═════ Dataset extract

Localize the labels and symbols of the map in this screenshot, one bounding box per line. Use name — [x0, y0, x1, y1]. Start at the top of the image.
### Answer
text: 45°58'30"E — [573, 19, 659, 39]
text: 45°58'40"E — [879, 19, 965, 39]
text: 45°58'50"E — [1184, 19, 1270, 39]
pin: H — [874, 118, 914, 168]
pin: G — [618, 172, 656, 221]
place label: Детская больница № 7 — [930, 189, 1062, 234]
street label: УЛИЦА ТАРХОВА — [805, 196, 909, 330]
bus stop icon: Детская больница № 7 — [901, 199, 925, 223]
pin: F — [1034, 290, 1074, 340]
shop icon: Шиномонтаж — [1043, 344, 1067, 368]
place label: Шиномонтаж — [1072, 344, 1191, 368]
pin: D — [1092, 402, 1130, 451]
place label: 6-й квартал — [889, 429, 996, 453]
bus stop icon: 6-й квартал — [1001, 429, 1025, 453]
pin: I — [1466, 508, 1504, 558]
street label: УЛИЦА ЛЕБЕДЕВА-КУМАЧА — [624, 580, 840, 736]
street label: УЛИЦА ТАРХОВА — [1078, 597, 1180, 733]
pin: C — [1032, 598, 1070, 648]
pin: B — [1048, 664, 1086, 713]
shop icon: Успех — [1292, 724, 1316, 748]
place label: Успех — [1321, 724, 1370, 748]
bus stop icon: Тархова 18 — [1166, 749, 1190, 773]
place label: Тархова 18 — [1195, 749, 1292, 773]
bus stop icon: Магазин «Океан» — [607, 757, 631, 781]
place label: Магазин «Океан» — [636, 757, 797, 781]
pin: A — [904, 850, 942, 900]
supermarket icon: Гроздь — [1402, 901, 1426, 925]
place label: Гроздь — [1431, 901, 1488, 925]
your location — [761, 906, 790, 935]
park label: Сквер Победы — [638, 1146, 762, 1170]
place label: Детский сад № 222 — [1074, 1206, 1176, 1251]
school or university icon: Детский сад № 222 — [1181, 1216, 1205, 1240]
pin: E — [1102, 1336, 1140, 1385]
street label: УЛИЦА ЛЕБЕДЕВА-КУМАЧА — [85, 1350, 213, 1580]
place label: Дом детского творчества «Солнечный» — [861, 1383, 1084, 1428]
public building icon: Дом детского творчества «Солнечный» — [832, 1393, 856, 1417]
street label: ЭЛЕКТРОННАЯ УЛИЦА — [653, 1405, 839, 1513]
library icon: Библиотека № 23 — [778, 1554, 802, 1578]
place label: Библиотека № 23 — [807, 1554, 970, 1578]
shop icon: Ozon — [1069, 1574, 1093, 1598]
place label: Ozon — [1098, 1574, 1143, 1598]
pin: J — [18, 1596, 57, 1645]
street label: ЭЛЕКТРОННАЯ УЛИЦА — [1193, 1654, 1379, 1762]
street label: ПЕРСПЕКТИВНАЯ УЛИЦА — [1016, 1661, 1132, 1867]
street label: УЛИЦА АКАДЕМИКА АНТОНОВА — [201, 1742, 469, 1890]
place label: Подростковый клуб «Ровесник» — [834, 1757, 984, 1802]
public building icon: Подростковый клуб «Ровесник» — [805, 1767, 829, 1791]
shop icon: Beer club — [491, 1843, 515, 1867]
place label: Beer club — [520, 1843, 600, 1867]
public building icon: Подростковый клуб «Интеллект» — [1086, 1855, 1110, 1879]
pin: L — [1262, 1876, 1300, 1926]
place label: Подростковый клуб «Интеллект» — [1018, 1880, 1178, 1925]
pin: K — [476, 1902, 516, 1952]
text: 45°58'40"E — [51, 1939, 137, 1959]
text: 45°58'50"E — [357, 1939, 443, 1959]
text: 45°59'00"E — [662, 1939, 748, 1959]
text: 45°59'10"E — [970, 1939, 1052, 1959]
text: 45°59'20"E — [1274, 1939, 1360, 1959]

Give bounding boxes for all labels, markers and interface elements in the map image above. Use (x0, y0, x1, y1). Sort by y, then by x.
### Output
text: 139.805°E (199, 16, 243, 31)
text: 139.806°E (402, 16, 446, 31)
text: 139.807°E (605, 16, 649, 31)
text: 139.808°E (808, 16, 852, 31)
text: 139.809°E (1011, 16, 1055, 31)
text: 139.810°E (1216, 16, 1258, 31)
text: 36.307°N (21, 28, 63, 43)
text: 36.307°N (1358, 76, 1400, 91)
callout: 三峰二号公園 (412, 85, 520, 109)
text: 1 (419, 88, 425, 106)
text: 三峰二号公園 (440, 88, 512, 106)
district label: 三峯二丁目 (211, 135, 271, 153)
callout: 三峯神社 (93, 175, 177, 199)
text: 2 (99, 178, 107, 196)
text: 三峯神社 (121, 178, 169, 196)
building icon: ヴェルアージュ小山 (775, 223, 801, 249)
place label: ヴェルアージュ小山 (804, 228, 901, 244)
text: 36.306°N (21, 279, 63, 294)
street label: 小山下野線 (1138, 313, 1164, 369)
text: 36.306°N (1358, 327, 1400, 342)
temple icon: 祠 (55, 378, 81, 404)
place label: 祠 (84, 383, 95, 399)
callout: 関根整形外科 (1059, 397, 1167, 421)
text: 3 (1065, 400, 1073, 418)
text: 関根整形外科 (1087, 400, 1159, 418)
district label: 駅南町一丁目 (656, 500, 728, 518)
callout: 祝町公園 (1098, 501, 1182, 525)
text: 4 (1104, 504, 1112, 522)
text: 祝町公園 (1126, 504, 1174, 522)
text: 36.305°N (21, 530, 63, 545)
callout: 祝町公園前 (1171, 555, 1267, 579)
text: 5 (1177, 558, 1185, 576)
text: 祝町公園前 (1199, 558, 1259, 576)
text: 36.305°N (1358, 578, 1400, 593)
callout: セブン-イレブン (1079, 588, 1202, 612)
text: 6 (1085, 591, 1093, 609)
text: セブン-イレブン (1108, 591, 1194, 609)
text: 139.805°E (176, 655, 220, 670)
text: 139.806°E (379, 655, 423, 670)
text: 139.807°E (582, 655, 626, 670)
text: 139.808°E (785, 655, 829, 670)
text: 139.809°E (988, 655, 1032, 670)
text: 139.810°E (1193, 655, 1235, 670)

══════════

**Task prompt**
Exactly as shown above, return all of the entries.

**Result**
Localize the labels and symbols of the map in this screenshot, one bounding box per line. Use name — [x0, y0, x1, y1]. Start at the top of the image.
### Answer
text: 45°58'30"E — [573, 19, 659, 39]
text: 45°58'40"E — [879, 19, 965, 39]
text: 45°58'50"E — [1184, 19, 1270, 39]
pin: H — [874, 118, 914, 168]
pin: G — [618, 172, 656, 221]
place label: Детская больница № 7 — [930, 189, 1062, 234]
street label: УЛИЦА ТАРХОВА — [805, 196, 909, 330]
bus stop icon: Детская больница № 7 — [901, 199, 925, 223]
pin: F — [1034, 290, 1074, 340]
shop icon: Шиномонтаж — [1043, 344, 1067, 368]
place label: Шиномонтаж — [1072, 344, 1191, 368]
pin: D — [1092, 402, 1130, 451]
place label: 6-й квартал — [889, 429, 996, 453]
bus stop icon: 6-й квартал — [1001, 429, 1025, 453]
pin: I — [1466, 508, 1504, 558]
street label: УЛИЦА ЛЕБЕДЕВА-КУМАЧА — [624, 580, 840, 736]
street label: УЛИЦА ТАРХОВА — [1078, 597, 1180, 733]
pin: C — [1032, 598, 1070, 648]
pin: B — [1048, 664, 1086, 713]
shop icon: Успех — [1292, 724, 1316, 748]
place label: Успех — [1321, 724, 1370, 748]
bus stop icon: Тархова 18 — [1166, 749, 1190, 773]
place label: Тархова 18 — [1195, 749, 1292, 773]
bus stop icon: Магазин «Океан» — [607, 757, 631, 781]
place label: Магазин «Океан» — [636, 757, 797, 781]
pin: A — [904, 850, 942, 900]
supermarket icon: Гроздь — [1402, 901, 1426, 925]
place label: Гроздь — [1431, 901, 1488, 925]
your location — [761, 906, 790, 935]
park label: Сквер Победы — [638, 1146, 762, 1170]
place label: Детский сад № 222 — [1074, 1206, 1176, 1251]
school or university icon: Детский сад № 222 — [1181, 1216, 1205, 1240]
pin: E — [1102, 1336, 1140, 1385]
street label: УЛИЦА ЛЕБЕДЕВА-КУМАЧА — [85, 1350, 213, 1580]
place label: Дом детского творчества «Солнечный» — [861, 1383, 1084, 1428]
public building icon: Дом детского творчества «Солнечный» — [832, 1393, 856, 1417]
street label: ЭЛЕКТРОННАЯ УЛИЦА — [653, 1405, 839, 1513]
library icon: Библиотека № 23 — [778, 1554, 802, 1578]
place label: Библиотека № 23 — [807, 1554, 970, 1578]
shop icon: Ozon — [1069, 1574, 1093, 1598]
place label: Ozon — [1098, 1574, 1143, 1598]
pin: J — [18, 1596, 57, 1645]
street label: ЭЛЕКТРОННАЯ УЛИЦА — [1193, 1654, 1379, 1762]
street label: ПЕРСПЕКТИВНАЯ УЛИЦА — [1016, 1661, 1132, 1867]
street label: УЛИЦА АКАДЕМИКА АНТОНОВА — [201, 1742, 469, 1890]
place label: Подростковый клуб «Ровесник» — [834, 1757, 984, 1802]
public building icon: Подростковый клуб «Ровесник» — [805, 1767, 829, 1791]
shop icon: Beer club — [491, 1843, 515, 1867]
place label: Beer club — [520, 1843, 600, 1867]
public building icon: Подростковый клуб «Интеллект» — [1086, 1855, 1110, 1879]
pin: L — [1262, 1876, 1300, 1926]
place label: Подростковый клуб «Интеллект» — [1018, 1880, 1178, 1925]
pin: K — [476, 1902, 516, 1952]
text: 45°58'40"E — [51, 1939, 137, 1959]
text: 45°58'50"E — [357, 1939, 443, 1959]
text: 45°59'00"E — [662, 1939, 748, 1959]
text: 45°59'10"E — [970, 1939, 1052, 1959]
text: 45°59'20"E — [1274, 1939, 1360, 1959]

Give bounding boxes for all labels, markers and interface elements in the map image above. Use (x0, y0, x1, y1). Sort by y, then by x.
### Output
text: 139.805°E (199, 16, 243, 31)
text: 139.806°E (402, 16, 446, 31)
text: 139.807°E (605, 16, 649, 31)
text: 139.808°E (808, 16, 852, 31)
text: 139.809°E (1011, 16, 1055, 31)
text: 139.810°E (1216, 16, 1258, 31)
text: 36.307°N (21, 28, 63, 43)
text: 36.307°N (1358, 76, 1400, 91)
callout: 三峰二号公園 (412, 85, 520, 109)
text: 1 (419, 88, 425, 106)
text: 三峰二号公園 (440, 88, 512, 106)
district label: 三峯二丁目 (211, 135, 271, 153)
callout: 三峯神社 (93, 175, 177, 199)
text: 2 (99, 178, 107, 196)
text: 三峯神社 (121, 178, 169, 196)
building icon: ヴェルアージュ小山 (775, 223, 801, 249)
place label: ヴェルアージュ小山 (804, 228, 901, 244)
text: 36.306°N (21, 279, 63, 294)
street label: 小山下野線 (1138, 313, 1164, 369)
text: 36.306°N (1358, 327, 1400, 342)
temple icon: 祠 (55, 378, 81, 404)
place label: 祠 (84, 383, 95, 399)
callout: 関根整形外科 (1059, 397, 1167, 421)
text: 3 (1065, 400, 1073, 418)
text: 関根整形外科 (1087, 400, 1159, 418)
district label: 駅南町一丁目 (656, 500, 728, 518)
callout: 祝町公園 (1098, 501, 1182, 525)
text: 4 (1104, 504, 1112, 522)
text: 祝町公園 (1126, 504, 1174, 522)
text: 36.305°N (21, 530, 63, 545)
callout: 祝町公園前 (1171, 555, 1267, 579)
text: 5 (1177, 558, 1185, 576)
text: 祝町公園前 (1199, 558, 1259, 576)
text: 36.305°N (1358, 578, 1400, 593)
callout: セブン-イレブン (1079, 588, 1202, 612)
text: 6 (1085, 591, 1093, 609)
text: セブン-イレブン (1108, 591, 1194, 609)
text: 139.805°E (176, 655, 220, 670)
text: 139.806°E (379, 655, 423, 670)
text: 139.807°E (582, 655, 626, 670)
text: 139.808°E (785, 655, 829, 670)
text: 139.809°E (988, 655, 1032, 670)
text: 139.810°E (1193, 655, 1235, 670)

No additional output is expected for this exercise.